Work task: Read through the listing and copy every line that contains the word "labels".

Listed records:
<<<<
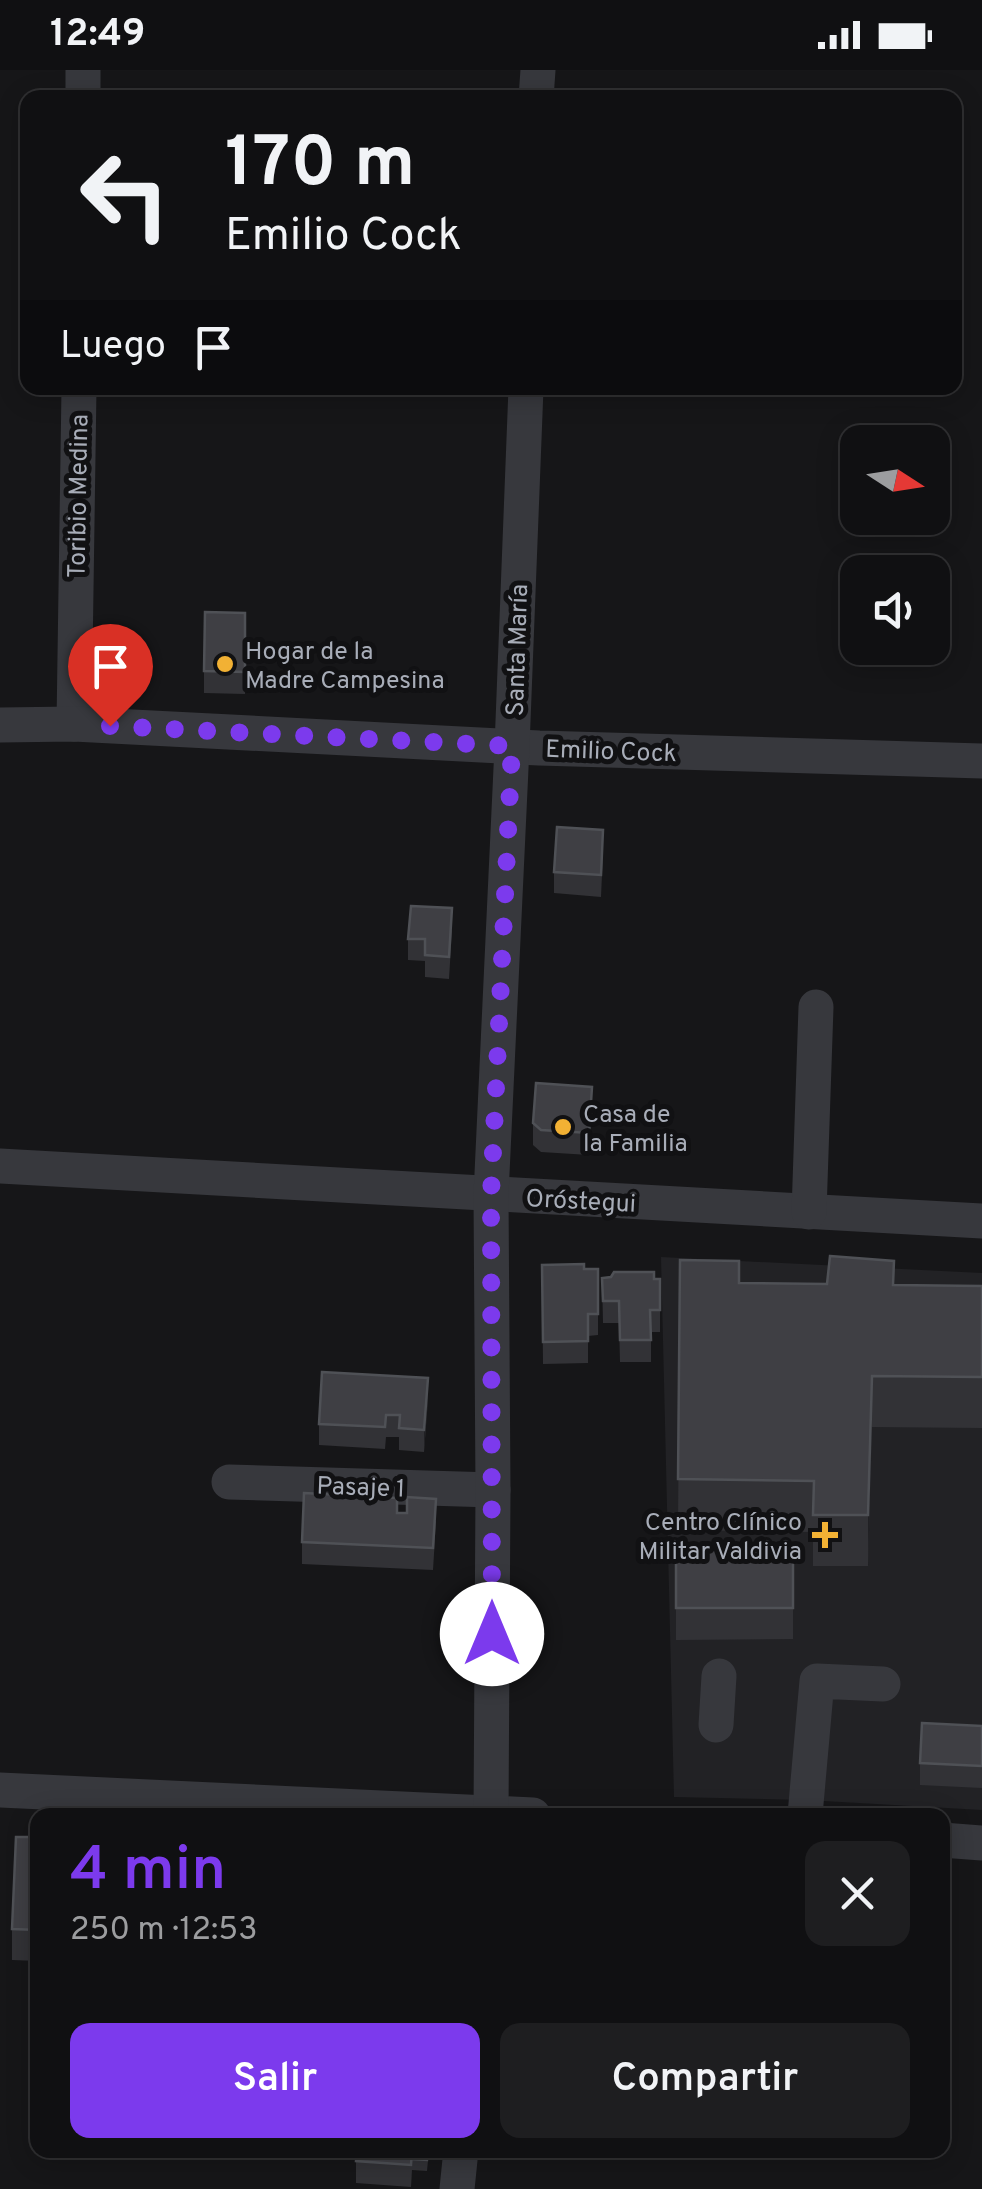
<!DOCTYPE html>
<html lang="es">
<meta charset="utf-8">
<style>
body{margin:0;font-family:Overpass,sans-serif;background:#1e1e20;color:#f1f3f6;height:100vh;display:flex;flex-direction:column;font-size:38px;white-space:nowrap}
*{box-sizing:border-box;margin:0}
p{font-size:32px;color:#9c9d9f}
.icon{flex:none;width:55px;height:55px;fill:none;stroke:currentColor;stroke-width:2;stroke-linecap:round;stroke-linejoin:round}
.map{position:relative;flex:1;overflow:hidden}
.sheet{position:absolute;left:30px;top:1738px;width:920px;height:350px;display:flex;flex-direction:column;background:#101012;border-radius:20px;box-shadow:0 5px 25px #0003,0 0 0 2px #303032}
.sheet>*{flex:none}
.top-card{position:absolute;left:20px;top:20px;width:942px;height:305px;border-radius:20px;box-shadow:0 5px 25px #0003,0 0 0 2px #303032;background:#101012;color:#f1f3f6;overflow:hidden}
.needle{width:65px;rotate:102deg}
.fabs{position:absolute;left:840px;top:355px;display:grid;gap:20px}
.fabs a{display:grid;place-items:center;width:110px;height:110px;border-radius:20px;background:#101012;box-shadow:0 5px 25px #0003,0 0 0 2px #303032;font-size:50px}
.pin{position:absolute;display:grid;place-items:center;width:85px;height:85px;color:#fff;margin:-102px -42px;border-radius:50% 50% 50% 0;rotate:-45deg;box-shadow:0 0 10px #0007}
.pin .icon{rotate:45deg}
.me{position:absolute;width:110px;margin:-55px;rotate:0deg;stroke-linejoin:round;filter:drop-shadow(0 0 8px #0008)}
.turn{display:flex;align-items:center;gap:35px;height:210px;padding:0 40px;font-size:45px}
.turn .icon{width:130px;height:130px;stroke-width:2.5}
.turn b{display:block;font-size:70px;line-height:85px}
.then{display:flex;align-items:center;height:95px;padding:0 40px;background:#0003;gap:20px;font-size:38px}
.round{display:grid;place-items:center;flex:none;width:105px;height:105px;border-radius:20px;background:#1e1e20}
.overview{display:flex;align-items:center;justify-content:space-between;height:170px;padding:0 40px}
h1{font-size:60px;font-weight:600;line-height:75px;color:#7c3aed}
.cta{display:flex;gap:20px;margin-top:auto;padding:20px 40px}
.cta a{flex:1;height:115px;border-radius:20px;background:#7c3aed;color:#fff;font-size:40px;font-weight:600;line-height:115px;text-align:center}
.cta a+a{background:#1e1e20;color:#f1f3f6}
.status{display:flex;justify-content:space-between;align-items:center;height:70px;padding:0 50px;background:#101012;direction:ltr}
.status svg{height:28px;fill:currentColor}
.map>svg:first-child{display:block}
.built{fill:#222225}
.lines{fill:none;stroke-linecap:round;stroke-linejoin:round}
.minor{stroke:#37383d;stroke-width:35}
.wall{fill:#323236}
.shaded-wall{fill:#212124}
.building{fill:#3f3f44;stroke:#4f5156;stroke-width:2.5}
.route{stroke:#7c3aed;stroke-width:18;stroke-dasharray:0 32.4}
.poi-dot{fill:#f2b134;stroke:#111113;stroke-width:4}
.labels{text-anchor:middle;stroke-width:10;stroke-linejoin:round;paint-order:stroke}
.street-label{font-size:25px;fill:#a8adb8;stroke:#111113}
.poi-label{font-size:25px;fill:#a8adb8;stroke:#111113;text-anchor:start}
</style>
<div class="status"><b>12:49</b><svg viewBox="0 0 49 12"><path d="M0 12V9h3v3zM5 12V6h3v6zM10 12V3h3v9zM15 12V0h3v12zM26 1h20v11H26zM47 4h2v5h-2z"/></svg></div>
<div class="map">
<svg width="982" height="2119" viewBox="0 0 982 2119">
<rect width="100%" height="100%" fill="#161618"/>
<polygon class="built" points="661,1187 982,1203 982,1740 806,1730 674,1727"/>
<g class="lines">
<g class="minor">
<polyline points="83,28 83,0"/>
<polyline points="536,28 538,0"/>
<polyline points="74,654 79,318"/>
<polyline points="0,655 74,654 539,678 982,691"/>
<polyline points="0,1096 982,1151"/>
<polyline points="809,1142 816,937"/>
<polyline points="229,1412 493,1420"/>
<polyline points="716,1655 719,1606"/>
<polyline points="0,1720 533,1745"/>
<polyline points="491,1745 493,1420 491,1125 512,677 526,318"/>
<polyline points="805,1745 817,1611 883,1614"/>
<polyline points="942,1770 982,1773"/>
<polyline points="457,2119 461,2080"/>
</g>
</g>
<g class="wall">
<polygon points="245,543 245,624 204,623 204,601"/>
<polygon points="603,781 601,827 554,823 554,802"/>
<polygon points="452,860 449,909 425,907 425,891 408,890 408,869"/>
<polygon points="592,1039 589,1085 541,1082 533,1075 533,1053"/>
<polygon points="680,1190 739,1213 982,1216 982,1358 872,1357 868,1496 813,1496 813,1462 678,1460"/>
<polygon points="542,1195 598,1199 598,1265 588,1266 588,1293 543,1294"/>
<polygon points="602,1208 660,1209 660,1262 651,1262 651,1292 620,1292 619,1253 603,1253"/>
<polygon points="428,1330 424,1382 399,1380 399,1367 386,1367 385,1379 319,1375 319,1354"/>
<polygon points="397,1443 436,1451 433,1500 302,1494 302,1472"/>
<polygon points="676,1474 793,1474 793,1569 676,1570"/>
<polygon points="982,1656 982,1718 920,1715 920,1693"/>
<polygon points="38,1767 38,1891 12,1890 12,1859"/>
<polygon points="429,2080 427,2101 412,2100 411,2117 356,2113 356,2091"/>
</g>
<g class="shaded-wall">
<polygon points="592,1017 592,1039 589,1085 589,1063"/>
<polygon points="872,1306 872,1357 868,1496 868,1445"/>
<polygon points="428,1308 428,1330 424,1382 424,1360"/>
</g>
<g class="building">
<polygon points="205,542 245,543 245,602 204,601"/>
<polygon points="557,757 603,760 601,805 554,802"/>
<polygon points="411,836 452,838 449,887 425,885 425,869 408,869"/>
<polygon points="536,1013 592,1017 589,1063 541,1060 533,1053"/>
<polygon points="830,1186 894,1191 893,1215 982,1216 982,1307 872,1306 868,1445 813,1445 814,1411 678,1409 680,1190 739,1191 739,1213 827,1214"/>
<polygon points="584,1194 584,1199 598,1199 598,1244 588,1244 588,1271 543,1272 542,1195"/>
<polygon points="614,1202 654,1202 654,1209 660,1209 660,1240 650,1240 651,1270 620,1270 619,1231 603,1231 602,1208 611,1207"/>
<polygon points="322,1302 428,1308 424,1360 399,1358 400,1345 386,1345 385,1357 319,1354"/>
<polygon points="304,1423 397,1428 397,1443 407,1443 407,1427 436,1429 433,1478 302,1472"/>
<rect x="676" y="1474" width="117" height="64"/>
<polygon points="922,1653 982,1656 982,1696 920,1693"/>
<polygon points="16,1767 38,1767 38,1860 12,1859"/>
<polygon points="357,2080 412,2080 411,2095 356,2091"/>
<polygon points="413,2080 428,2080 427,2090 412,2089"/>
</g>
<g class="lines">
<polyline class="route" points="110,656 512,676 491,1125 492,1564"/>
</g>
<g class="poi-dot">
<circle cx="225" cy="594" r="10"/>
<circle cx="563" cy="1057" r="10"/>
<path d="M820 1450h10v10h10v10h-10v10h-10v-10h-10v-10h10z"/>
</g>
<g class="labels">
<g class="street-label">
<text transform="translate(77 426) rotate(-89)" y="9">Toribio Medina</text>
<text transform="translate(516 580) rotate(-88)" y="9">Santa María</text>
<text transform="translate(611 680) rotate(2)" y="9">Emilio Cock</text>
<text transform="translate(581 1130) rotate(3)" y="9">Oróstegui</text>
<text transform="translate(361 1416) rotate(2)" y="9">Pasaje 1</text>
</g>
<g class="poi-label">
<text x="245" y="589">Hogar de la<tspan x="245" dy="29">Madre Campesina</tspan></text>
<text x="583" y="1052">Casa de<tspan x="583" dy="29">la Familia</tspan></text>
<text x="802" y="1460" text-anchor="end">Centro Clínico<tspan x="802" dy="29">Militar Valdivia</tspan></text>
</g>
</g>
</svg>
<div class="fabs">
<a><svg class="needle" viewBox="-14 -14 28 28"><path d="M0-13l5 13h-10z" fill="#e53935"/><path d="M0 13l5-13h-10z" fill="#9c9d9f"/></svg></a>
<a><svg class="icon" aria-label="sound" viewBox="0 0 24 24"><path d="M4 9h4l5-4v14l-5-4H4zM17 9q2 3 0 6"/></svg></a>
</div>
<div class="pin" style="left:110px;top:656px;background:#d93025"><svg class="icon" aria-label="arrive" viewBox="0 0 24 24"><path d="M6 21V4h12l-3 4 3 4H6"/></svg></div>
<svg class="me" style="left:492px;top:1564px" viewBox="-20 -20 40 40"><circle r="19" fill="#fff"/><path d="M0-13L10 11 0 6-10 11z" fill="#7c3aed"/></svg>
<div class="top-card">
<div class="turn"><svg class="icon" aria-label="left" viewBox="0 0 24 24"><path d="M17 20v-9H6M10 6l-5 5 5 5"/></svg><div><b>170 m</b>Emilio Cock</div></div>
<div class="then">Luego<svg class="icon" aria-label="arrive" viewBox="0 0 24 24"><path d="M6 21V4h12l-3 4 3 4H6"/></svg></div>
</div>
<section class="sheet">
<div class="overview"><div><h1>4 min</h1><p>250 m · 12:53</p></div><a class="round"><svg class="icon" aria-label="close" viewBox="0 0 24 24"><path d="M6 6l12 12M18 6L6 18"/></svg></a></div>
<div class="cta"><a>Salir</a><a>Compartir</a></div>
</section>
</div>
>>>>
The completed task:
.labels{text-anchor:middle;stroke-width:10;stroke-linejoin:round;paint-order:stroke}
<g class="labels">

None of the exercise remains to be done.